§ WORK ITEM: Check each line of the material. Copy those containing "trace".

§ SUPPLIED DATA:
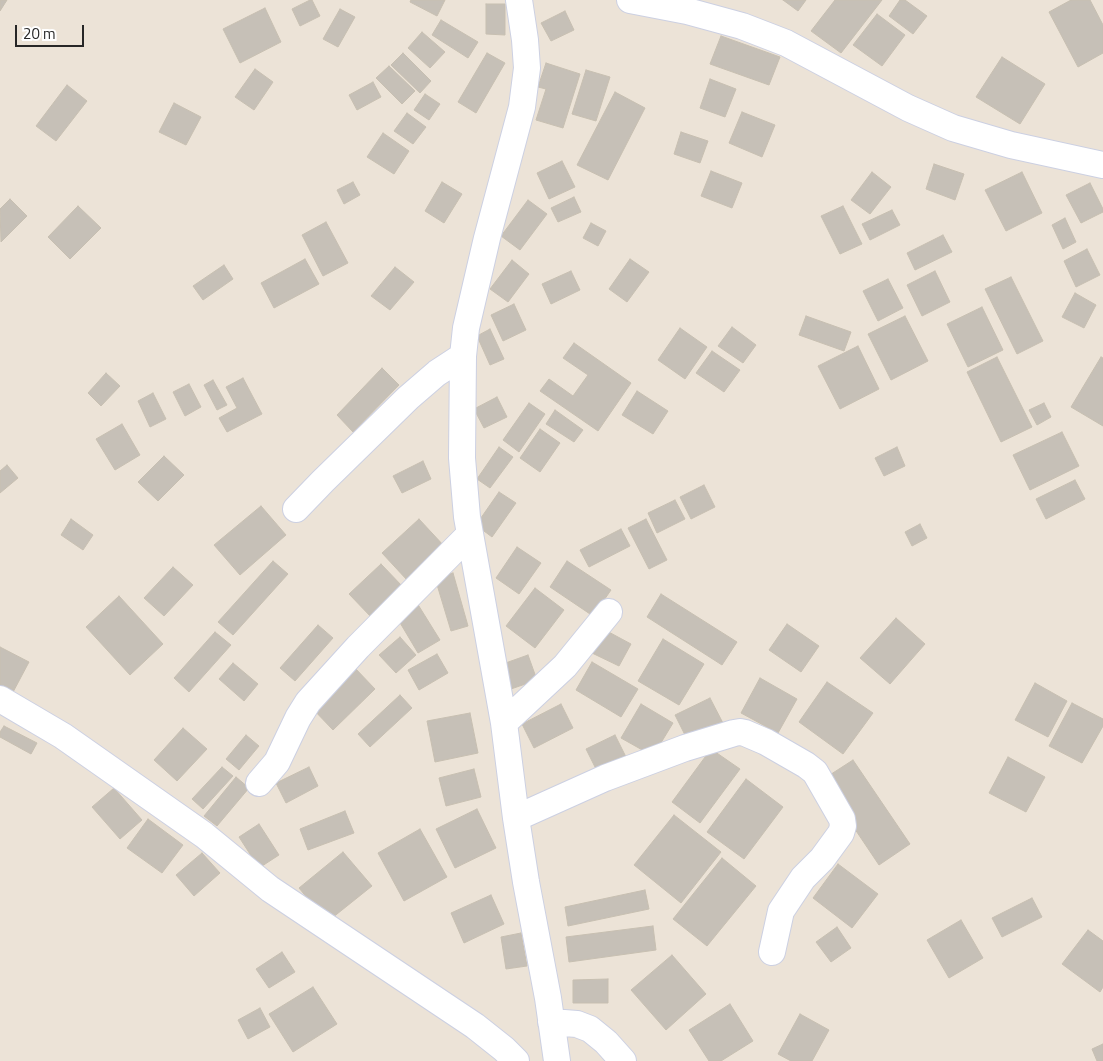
<!DOCTYPE html>
<style>
body{margin:0}
#map{position:relative;width:1103px;height:1061px;overflow:hidden;background:#ece3d7;font-family:"Titillium Web",sans-serif}
canvas{display:block}
.scale{position:absolute;left:15px;top:25px;width:69px;height:22px;box-sizing:border-box;border:2px solid #272727;border-top:0;padding-left:6px;font-size:15px;line-height:18px;white-space:nowrap;color:#272727;-webkit-text-stroke:4px #fff;paint-order:stroke}
</style>
<div id="map">
<canvas width="1103" height="1061"></canvas>
<div class="scale">20 m</div>
</div>
<script>
const g = document.querySelector('canvas').getContext('2d');
g.lineJoin = 'round';
function paint(path, color) { g.fillStyle = color; g.fill(path, 'evenodd'); }
const shape = rows => new Path2D(rows.map(r => 'M' + r).join(''));
function trace(path, color, width, dash) { g.strokeStyle = color; g.lineWidth = width; g.lineCap = dash ? 'butt' : 'round'; g.setLineDash(dash || []); g.stroke(path); }
const building = shape([
 [0,0,7,0,0,11,0,0],
 [310,0,312,0,320,16,300,26,292,9,310,0],
 [411,0,445,0,437,16,410,2,411,0],
 [783,0,806,0,798,11,783,0],
 [835,0,882,0,841,53,811,31,835,0],
 [900,0,905,0,927,16,913,34,889,16,900,0],
 [1071,0,1090,0,1103,25,1103,53,1078,67,1049,12,1071,0],
 [486,4,505,4,505,35,486,34,486,4],
 [265,8,281,42,240,63,223,29,265,8],
 [340,9,355,17,338,47,323,39,340,9],
 [565,11,574,30,551,41,541,23,565,11],
 [877,14,905,35,882,66,853,45,877,14],
 [441,20,478,42,468,58,432,35,441,20],
 [422,32,445,52,430,68,408,48,422,32],
 [721,36,780,57,769,85,710,64,721,36],
 [403,53,431,81,420,93,391,65,403,53],
 [487,53,505,63,476,113,458,102,487,53],
 [1002,57,1045,84,1020,124,976,97,1002,57],
 [546,63,580,74,563,128,536,120,546,89,538,87,546,63],
 [389,66,415,91,402,104,376,78,389,66],
 [255,69,273,82,254,110,235,97,255,69],
 [586,70,610,77,596,121,572,114,586,70],
 [710,79,736,89,725,117,700,108,710,79],
 [373,82,381,97,357,110,349,95,373,82],
 [67,85,87,101,56,141,36,126,67,85],
 [615,92,645,108,608,180,577,165,615,92],
 [425,94,440,104,429,120,414,110,425,94],
 [174,103,201,117,186,145,159,132,174,103],
 [742,112,775,125,762,157,729,143,742,112],
 [407,113,426,127,413,144,394,131,407,113],
 [681,132,708,141,700,163,674,154,681,132],
 [383,133,409,151,394,174,367,157,383,133],
 [562,161,575,187,549,199,537,173,562,161],
 [934,164,964,174,955,200,926,189,934,164],
 [711,171,742,183,732,208,701,196,711,171],
 [872,172,891,187,870,214,851,200,872,172],
 [1022,172,1042,213,1006,231,985,190,1022,172],
 [353,182,360,195,344,204,337,190,353,182],
 [442,182,462,194,444,223,425,211,442,182],
 [1090,183,1103,209,1103,212,1081,223,1066,195,1090,183],
 [574,197,581,212,558,222,551,208,574,197],
 [10,199,27,216,1,242,0,209,10,199],
 [528,200,547,214,520,250,501,236,528,200],
 [78,206,101,228,70,259,48,237,78,206],
 [843,206,862,244,840,254,821,216,843,206],
 [892,210,900,225,870,240,862,224,892,210],
 [1065,218,1076,242,1063,249,1052,225,1065,218],
 [326,222,348,263,323,276,302,235,326,222],
 [591,223,606,231,598,246,583,238,591,223],
 [943,235,952,252,915,270,907,253,943,235],
 [1087,249,1100,275,1076,287,1064,261,1087,249],
 [305,259,319,284,274,308,261,283,305,259],
 [630,259,649,272,627,302,609,289,630,259],
 [512,260,529,274,508,302,490,289,512,260],
 [224,265,233,279,203,300,193,286,224,265],
 [395,267,414,282,390,310,371,296,395,267],
 [571,271,580,290,551,304,542,284,571,271],
 [935,271,950,302,922,316,907,285,935,271],
 [1011,277,1043,341,1017,354,985,289,1011,277],
 [888,279,903,308,878,321,863,291,888,279],
 [1075,293,1096,305,1084,328,1062,317,1075,293],
 [514,304,526,330,503,341,491,315,514,304],
 [982,307,1003,350,968,367,947,324,982,307],
 [806,316,851,332,844,351,799,335,806,316],
 [905,316,928,361,891,380,868,334,905,316],
 [732,327,756,345,743,363,718,346,732,327],
 [680,328,707,347,685,379,658,360,680,328],
 [490,329,504,359,490,365,477,336,490,329],
 [574,343,631,383,598,431,540,391,549,379,573,396,588,375,563,358,574,343],
 [858,346,879,389,840,409,818,366,858,346],
 [712,351,740,370,724,392,696,373,712,351],
 [997,357,1032,427,1001,442,967,372,997,357],
 [1101,357,1103,358,1103,426,1071,407,1101,357],
 [382,368,399,385,353,432,337,415,382,368],
 [106,373,120,386,101,406,88,393,106,373],
 [243,378,262,414,227,432,219,418,237,408,226,387,243,378],
 [213,380,227,405,217,410,204,385,213,380],
 [189,384,201,407,185,416,173,392,189,384],
 [637,391,668,411,653,434,622,415,637,391],
 [153,393,166,419,150,427,138,401,153,393],
 [497,397,507,417,484,428,474,409,497,397],
 [529,403,545,414,519,452,503,440,529,403],
 [1044,403,1051,417,1037,425,1029,410,1044,403],
 [555,410,583,430,574,442,546,424,555,410],
 [122,424,140,455,115,470,96,439,122,424],
 [540,429,560,443,540,472,520,458,540,429],
 [1062,432,1079,466,1030,490,1013,455,1062,432],
 [499,447,513,457,490,488,477,479,499,447],
 [897,447,905,466,884,476,875,458,897,447],
 [164,456,184,475,158,501,138,482,164,456],
 [423,461,431,479,402,493,393,476,423,461],
 [7,465,18,478,0,493,0,471,7,465],
 [1075,480,1085,499,1046,519,1036,499,1075,480],
 [704,485,715,507,691,519,680,497,704,485],
 [499,492,516,503,492,537,476,525,499,492],
 [675,500,685,519,657,533,648,513,675,500],
 [261,506,286,535,240,575,214,545,261,506],
 [71,519,93,535,83,550,61,535,71,519],
 [419,519,445,547,407,580,382,553,419,519],
 [646,519,667,560,649,569,628,528,646,519],
 [920,524,927,538,912,546,905,532,920,524],
 [621,529,630,546,589,567,580,550,621,529],
 [517,547,541,563,519,594,496,578,517,547],
 [273,561,288,574,233,635,218,622,273,561],
 [567,561,611,590,593,616,550,587,567,561],
 [381,564,403,587,372,618,349,594,381,564],
 [173,567,193,585,164,616,144,598,173,567],
 [453,573,468,626,451,631,435,578,453,573],
 [535,588,564,610,535,648,506,626,535,588],
 [661,594,737,642,722,665,647,617,661,594],
 [119,596,163,644,130,675,86,627,119,596],
 [417,603,440,640,418,653,396,616,417,603],
 [896,618,925,644,890,684,860,658,896,618],
 [787,624,819,646,801,672,769,650,787,624],
 [318,625,333,638,295,681,280,668,318,625],
 [605,630,631,644,619,666,592,653,605,630],
 [215,632,231,645,189,692,174,678,215,632],
 [400,637,416,655,396,673,379,655,400,637],
 [663,639,704,664,679,705,638,681,663,639],
 [0,647,29,662,12,694,0,688,0,647],
 [437,654,448,673,419,690,408,670,437,654],
 [528,655,537,680,508,690,500,665,528,655],
 [592,662,638,689,621,717,576,690,592,662],
 [233,663,258,684,244,701,219,679,233,663],
 [354,667,375,689,333,730,311,707,354,667],
 [760,678,797,699,778,733,741,713,760,678],
 [827,682,873,713,843,754,799,722,827,682],
 [1035,683,1067,701,1048,737,1015,720,1035,683],
 [400,695,412,708,370,747,358,734,400,695],
 [710,698,725,727,690,745,675,715,710,698],
 [1072,703,1103,719,1103,726,1082,763,1049,746,1072,703],
 [561,704,573,728,534,748,522,724,561,704],
 [641,704,673,723,653,756,621,738,641,704],
 [470,713,478,753,435,762,427,721,470,713],
 [4,726,37,743,31,754,0,737,0,732,4,726],
 [183,728,207,749,177,781,154,760,183,728],
 [246,735,259,746,239,770,226,759,246,735],
 [615,735,627,759,598,773,586,749,615,735],
 [711,749,740,769,700,823,672,802,711,749],
 [1008,757,1045,777,1026,812,989,793,1008,757],
 [853,760,910,844,879,865,822,780,853,760],
 [222,767,233,776,203,809,192,799,222,767],
 [309,767,318,786,286,803,276,783,309,767],
 [474,769,481,797,446,806,439,778,474,769],
 [236,777,249,788,217,826,204,816,236,777],
 [746,779,783,807,744,859,707,832,746,779],
 [114,788,142,820,120,839,92,807,114,788],
 [477,809,496,848,455,868,436,829,477,809],
 [345,811,354,833,308,850,300,829,345,811],
 [674,815,721,852,681,903,634,865,674,815],
 [148,819,183,845,162,873,127,848,148,819],
 [259,824,279,855,259,868,239,837,259,824],
 [420,829,447,877,404,901,378,853,420,829],
 [343,852,372,886,327,922,299,888,343,852],
 [202,853,220,873,194,896,176,875,202,853],
 [722,858,756,886,707,946,673,919,722,858],
 [838,864,878,894,852,928,813,898,838,864],
 [645,890,649,909,568,926,565,907,645,890],
 [491,895,504,924,464,943,451,913,491,895],
 [1032,898,1042,917,1002,937,992,918,1032,898],
 [961,920,983,958,949,978,927,940,961,920],
 [653,926,656,950,569,962,566,937,653,926],
 [837,927,851,948,831,962,816,942,837,927],
 [1088,930,1103,941,1103,987,1100,992,1062,964,1088,930],
 [521,933,527,966,506,969,501,937,521,933],
 [282,952,295,972,269,988,256,969,282,952],
 [672,955,706,994,666,1030,631,990,672,955],
 [608,979,608,1003,573,1003,573,980,608,979],
 [313,987,337,1024,293,1052,269,1014,313,987],
 [730,1004,753,1041,721,1061,709,1061,689,1030,730,1004],
 [260,1008,270,1027,248,1039,238,1020,260,1008],
 [800,1014,829,1030,812,1061,791,1061,778,1054,800,1014],
 [1103,1044,1103,1061,1097,1061,1092,1049,1103,1044]
]);
paint(building, '#c6c0b7');
trace(building, '#c7bfb1', 1);
const minor = shape([
 [519,0,525,40,527,68,522,107,487,238,466,328,463,356,462,458,467,517,504,723,516,818,526,882,548,998,557,1061],
 [630,0,687,11,742,26,786,43,908,108,953,128,1011,145,1103,165],
 [296,509,323,481,408,398,437,373,463,356],
 [0,699,63,736,204,835,270,889,475,1026,504,1049,516,1061],
 [504,723,565,666,609,612],
 [259,783,277,762,298,718,308,702,358,647,470,534],
 [516,818,605,778,685,748,734,733,740,732,745,733,766,742,806,765,815,772,842,819,843,826,841,833,822,859,803,878,781,911,772,952],
 [551,1022,577,1024,590,1029,606,1042,623,1061]
]);
trace(minor, '#ccd0e2', 28);
trace(minor, '#fff', 26);
</script>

§ SOLUTION FOR THIS PROBLEM:
function trace(path, color, width, dash) { g.strokeStyle = color; g.lineWidth = width; g.lineCap = dash ? 'butt' : 'round'; g.setLineDash(dash || []); g.stroke(path); }
trace(building, '#c7bfb1', 1);
trace(minor, '#ccd0e2', 28);
trace(minor, '#fff', 26);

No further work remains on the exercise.